Directions –
Please report every line in the entries that contains the string "function".

Dataset records –
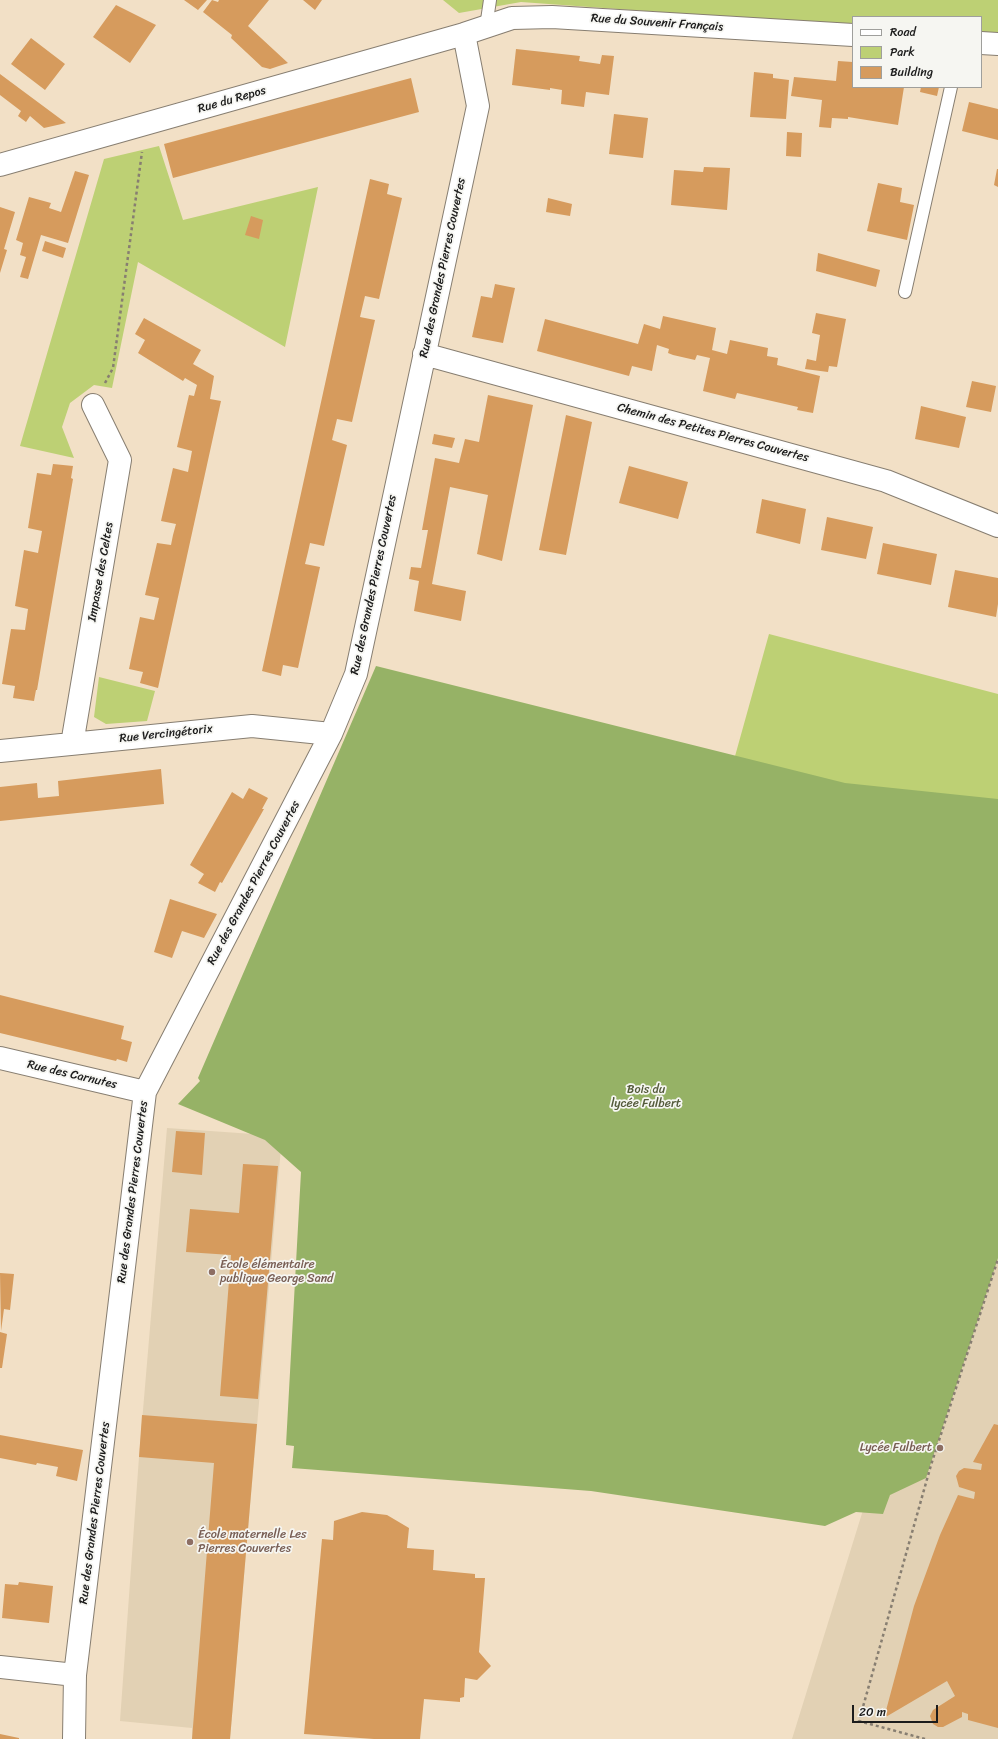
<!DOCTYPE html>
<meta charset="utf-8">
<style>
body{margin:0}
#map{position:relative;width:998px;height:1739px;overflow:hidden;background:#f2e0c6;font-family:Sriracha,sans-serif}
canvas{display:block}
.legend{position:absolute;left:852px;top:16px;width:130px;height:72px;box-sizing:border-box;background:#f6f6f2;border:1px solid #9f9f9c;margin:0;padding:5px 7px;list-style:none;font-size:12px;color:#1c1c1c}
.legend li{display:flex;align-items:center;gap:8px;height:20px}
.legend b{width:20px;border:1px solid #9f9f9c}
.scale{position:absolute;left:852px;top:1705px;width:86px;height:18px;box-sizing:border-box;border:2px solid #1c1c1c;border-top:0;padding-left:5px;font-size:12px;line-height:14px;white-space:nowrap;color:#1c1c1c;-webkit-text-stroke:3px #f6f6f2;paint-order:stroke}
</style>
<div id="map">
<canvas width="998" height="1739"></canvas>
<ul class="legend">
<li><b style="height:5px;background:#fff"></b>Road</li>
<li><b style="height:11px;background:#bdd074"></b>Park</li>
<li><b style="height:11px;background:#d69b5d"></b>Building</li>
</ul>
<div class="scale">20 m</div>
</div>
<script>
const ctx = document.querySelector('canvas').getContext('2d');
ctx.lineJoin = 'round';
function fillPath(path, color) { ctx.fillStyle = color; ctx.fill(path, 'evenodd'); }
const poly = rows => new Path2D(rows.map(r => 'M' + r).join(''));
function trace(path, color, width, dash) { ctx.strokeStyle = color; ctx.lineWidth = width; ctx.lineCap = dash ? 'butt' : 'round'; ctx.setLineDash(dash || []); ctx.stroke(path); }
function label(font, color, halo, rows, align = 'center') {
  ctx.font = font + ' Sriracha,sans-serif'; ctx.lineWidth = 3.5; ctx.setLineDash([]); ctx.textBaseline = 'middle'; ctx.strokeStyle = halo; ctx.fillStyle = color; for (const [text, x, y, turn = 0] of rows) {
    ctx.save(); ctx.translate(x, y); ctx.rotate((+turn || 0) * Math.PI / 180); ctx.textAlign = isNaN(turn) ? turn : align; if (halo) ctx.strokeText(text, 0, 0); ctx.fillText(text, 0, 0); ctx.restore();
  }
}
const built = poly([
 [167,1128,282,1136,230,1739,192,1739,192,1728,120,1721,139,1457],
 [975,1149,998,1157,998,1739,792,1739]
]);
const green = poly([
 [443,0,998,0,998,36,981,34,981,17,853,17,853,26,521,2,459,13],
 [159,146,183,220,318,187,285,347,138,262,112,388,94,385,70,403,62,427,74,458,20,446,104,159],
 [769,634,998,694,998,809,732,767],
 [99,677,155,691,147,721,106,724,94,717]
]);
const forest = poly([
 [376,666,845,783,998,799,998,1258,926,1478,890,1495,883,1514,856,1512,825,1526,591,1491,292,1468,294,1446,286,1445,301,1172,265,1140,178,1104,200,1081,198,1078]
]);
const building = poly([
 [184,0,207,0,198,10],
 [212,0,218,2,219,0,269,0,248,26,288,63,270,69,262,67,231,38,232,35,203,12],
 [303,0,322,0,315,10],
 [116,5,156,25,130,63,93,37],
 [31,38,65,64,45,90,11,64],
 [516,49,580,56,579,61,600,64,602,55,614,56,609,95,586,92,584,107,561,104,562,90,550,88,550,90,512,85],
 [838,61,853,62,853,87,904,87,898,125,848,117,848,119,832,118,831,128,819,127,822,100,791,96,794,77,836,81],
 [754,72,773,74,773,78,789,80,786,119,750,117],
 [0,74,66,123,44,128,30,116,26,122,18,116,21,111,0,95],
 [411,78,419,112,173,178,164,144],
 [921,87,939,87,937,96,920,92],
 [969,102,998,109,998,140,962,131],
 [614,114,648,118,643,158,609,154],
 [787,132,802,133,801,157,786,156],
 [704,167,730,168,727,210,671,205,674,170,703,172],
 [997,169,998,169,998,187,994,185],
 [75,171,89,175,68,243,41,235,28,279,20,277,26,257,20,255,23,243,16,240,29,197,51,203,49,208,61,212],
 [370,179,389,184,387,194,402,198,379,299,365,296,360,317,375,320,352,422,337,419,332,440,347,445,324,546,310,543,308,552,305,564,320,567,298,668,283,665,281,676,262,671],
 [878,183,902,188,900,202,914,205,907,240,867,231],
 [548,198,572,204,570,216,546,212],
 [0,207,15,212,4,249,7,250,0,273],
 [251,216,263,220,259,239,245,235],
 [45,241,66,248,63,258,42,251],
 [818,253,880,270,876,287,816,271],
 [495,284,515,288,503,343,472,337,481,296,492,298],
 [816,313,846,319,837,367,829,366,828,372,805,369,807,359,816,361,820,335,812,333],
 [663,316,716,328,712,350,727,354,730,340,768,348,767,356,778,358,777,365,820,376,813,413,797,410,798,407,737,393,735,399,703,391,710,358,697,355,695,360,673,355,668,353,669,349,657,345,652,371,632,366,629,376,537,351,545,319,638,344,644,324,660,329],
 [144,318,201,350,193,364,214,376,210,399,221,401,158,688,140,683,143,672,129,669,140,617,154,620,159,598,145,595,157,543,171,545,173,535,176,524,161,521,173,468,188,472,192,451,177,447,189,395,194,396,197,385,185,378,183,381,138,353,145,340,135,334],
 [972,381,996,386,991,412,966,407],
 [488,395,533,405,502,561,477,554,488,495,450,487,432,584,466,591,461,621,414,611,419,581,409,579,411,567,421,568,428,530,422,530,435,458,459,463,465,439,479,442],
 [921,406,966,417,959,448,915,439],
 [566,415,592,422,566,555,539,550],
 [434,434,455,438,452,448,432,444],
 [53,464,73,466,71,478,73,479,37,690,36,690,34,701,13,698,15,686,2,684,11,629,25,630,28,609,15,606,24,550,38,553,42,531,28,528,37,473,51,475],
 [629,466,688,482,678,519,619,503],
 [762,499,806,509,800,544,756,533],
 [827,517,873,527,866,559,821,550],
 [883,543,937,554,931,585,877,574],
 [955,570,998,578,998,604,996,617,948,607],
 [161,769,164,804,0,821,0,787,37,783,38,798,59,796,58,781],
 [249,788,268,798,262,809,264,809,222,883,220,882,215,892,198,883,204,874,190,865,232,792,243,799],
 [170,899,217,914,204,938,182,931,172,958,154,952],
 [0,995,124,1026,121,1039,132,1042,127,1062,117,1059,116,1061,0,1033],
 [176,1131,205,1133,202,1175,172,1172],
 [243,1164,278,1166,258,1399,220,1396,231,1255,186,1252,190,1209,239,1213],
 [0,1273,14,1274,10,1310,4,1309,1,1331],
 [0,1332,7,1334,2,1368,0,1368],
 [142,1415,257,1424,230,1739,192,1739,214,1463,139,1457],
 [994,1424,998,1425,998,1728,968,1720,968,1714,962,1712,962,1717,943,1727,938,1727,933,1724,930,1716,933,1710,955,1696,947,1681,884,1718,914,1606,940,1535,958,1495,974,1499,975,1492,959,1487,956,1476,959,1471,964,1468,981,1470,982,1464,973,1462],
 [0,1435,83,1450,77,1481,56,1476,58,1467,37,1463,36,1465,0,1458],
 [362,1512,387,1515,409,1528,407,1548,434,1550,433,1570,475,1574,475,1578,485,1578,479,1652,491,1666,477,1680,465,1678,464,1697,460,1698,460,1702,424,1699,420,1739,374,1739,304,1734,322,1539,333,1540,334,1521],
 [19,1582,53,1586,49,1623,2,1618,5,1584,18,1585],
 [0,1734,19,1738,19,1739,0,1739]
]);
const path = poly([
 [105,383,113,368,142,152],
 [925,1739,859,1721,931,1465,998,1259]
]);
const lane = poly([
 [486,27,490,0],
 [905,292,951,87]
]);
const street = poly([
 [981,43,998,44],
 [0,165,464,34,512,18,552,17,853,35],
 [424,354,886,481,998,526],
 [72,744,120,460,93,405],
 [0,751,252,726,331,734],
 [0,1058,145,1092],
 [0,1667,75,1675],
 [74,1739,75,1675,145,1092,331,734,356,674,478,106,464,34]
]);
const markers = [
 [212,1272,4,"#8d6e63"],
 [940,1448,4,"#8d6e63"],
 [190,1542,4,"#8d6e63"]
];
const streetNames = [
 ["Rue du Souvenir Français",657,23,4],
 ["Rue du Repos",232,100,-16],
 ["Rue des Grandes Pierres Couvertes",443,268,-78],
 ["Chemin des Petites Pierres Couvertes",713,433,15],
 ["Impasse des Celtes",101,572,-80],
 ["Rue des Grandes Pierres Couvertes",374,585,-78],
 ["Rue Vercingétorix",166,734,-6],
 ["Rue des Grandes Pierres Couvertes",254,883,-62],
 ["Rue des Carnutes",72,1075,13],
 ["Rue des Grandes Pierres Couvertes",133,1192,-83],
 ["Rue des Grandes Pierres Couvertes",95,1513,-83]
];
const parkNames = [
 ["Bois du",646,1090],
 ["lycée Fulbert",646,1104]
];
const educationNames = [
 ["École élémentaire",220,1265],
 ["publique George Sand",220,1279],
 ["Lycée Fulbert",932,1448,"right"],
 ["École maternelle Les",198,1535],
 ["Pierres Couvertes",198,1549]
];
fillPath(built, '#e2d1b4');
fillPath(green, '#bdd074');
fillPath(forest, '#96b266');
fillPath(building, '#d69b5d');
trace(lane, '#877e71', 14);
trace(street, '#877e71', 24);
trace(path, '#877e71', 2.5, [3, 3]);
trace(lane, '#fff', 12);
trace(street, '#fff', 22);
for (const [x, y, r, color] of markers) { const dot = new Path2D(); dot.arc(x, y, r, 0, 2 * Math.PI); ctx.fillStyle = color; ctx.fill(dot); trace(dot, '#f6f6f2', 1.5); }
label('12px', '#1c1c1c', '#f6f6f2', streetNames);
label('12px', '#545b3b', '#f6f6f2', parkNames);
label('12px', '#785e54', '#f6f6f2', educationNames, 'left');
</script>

Answer to the problem –
function fillPath(path, color) { ctx.fillStyle = color; ctx.fill(path, 'evenodd'); }
function trace(path, color, width, dash) { ctx.strokeStyle = color; ctx.lineWidth = width; ctx.lineCap = dash ? 'butt' : 'round'; ctx.setLineDash(dash || []); ctx.stroke(path); }
function label(font, color, halo, rows, align = 'center') {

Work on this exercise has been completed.